* _TASK_:
Return every line of the listing below, unchanged, from its first line to the line holding "What data does", that line included.
** Opening DATASET RECORDS block **
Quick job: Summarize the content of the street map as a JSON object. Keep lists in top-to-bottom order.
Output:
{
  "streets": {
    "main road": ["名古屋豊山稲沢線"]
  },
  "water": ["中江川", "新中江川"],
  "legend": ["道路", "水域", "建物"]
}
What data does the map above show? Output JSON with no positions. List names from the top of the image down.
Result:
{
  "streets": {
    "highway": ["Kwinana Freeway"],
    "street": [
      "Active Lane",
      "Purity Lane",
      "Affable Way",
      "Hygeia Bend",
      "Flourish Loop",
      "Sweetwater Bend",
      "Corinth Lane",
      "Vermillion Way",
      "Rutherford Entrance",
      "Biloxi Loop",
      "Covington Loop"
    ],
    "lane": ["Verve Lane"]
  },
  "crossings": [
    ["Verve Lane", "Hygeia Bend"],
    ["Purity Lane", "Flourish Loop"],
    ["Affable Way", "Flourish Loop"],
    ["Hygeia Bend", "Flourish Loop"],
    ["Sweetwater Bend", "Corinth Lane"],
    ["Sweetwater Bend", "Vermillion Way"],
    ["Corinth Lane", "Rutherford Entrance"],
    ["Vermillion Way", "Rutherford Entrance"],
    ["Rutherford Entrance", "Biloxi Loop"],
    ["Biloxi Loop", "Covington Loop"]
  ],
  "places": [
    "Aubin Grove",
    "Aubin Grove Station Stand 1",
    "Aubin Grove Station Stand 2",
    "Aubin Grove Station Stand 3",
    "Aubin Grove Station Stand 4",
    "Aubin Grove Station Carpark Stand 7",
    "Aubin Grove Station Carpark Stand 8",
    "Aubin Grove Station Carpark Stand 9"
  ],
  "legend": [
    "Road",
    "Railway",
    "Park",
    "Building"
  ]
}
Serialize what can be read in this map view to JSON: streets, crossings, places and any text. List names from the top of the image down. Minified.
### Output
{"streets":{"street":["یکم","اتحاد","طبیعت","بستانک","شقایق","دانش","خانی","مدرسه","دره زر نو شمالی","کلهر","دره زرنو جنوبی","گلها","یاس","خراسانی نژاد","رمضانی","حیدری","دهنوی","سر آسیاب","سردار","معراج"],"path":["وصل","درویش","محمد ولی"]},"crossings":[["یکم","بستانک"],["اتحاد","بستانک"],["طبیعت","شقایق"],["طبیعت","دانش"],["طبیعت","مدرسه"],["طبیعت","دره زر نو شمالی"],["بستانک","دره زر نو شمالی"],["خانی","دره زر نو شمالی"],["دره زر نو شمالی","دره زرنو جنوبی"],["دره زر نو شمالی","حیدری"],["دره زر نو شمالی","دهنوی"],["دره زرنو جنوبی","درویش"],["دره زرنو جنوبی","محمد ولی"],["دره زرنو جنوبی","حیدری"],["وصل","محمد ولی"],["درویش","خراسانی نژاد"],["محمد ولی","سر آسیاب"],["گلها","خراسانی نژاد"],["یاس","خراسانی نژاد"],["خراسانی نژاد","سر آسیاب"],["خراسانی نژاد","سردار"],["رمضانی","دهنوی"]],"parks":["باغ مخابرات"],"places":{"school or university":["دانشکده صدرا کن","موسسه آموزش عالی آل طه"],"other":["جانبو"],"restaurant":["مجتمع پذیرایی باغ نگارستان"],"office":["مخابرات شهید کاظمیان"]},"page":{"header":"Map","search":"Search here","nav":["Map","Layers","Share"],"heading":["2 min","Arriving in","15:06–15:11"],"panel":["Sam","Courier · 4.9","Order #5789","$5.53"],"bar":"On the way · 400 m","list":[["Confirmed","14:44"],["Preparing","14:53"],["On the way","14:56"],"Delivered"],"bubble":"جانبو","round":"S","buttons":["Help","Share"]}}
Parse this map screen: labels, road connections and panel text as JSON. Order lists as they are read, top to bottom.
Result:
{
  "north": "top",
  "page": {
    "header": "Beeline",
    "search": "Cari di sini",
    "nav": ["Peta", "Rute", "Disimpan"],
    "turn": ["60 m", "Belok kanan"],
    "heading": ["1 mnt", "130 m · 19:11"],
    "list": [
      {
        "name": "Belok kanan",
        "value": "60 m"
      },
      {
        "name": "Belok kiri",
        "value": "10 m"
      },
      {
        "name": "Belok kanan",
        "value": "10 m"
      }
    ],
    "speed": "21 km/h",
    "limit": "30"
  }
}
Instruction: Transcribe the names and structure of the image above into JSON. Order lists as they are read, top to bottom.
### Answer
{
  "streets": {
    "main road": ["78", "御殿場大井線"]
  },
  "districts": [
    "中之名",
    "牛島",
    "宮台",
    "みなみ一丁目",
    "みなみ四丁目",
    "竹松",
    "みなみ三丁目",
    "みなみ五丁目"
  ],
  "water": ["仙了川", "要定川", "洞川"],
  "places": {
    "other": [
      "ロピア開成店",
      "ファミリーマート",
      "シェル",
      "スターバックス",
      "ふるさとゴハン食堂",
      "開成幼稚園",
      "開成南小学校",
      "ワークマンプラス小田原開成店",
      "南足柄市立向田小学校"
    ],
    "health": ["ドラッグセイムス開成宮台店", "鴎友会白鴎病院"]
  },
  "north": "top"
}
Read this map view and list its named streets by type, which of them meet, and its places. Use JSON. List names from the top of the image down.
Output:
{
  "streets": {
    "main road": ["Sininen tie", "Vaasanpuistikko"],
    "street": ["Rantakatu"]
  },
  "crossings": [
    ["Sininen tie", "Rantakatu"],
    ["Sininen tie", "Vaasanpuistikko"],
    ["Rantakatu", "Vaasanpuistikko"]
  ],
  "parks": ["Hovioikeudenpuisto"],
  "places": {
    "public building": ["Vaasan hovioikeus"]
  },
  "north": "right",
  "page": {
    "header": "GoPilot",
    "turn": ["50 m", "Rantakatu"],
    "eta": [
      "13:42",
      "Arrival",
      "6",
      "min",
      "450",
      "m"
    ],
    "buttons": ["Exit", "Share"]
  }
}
** Closing DATASET RECORDS block **
* _ANSWER TO THE EXERCISE_:
Quick job: Summarize the content of the street map as a JSON object. Keep lists in top-to-bottom order.
Output:
{
  "streets": {
    "main road": ["名古屋豊山稲沢線"]
  },
  "water": ["中江川", "新中江川"],
  "legend": ["道路", "水域", "建物"]
}
What data does the map above show? Output JSON with no positions. List names from the top of the image down.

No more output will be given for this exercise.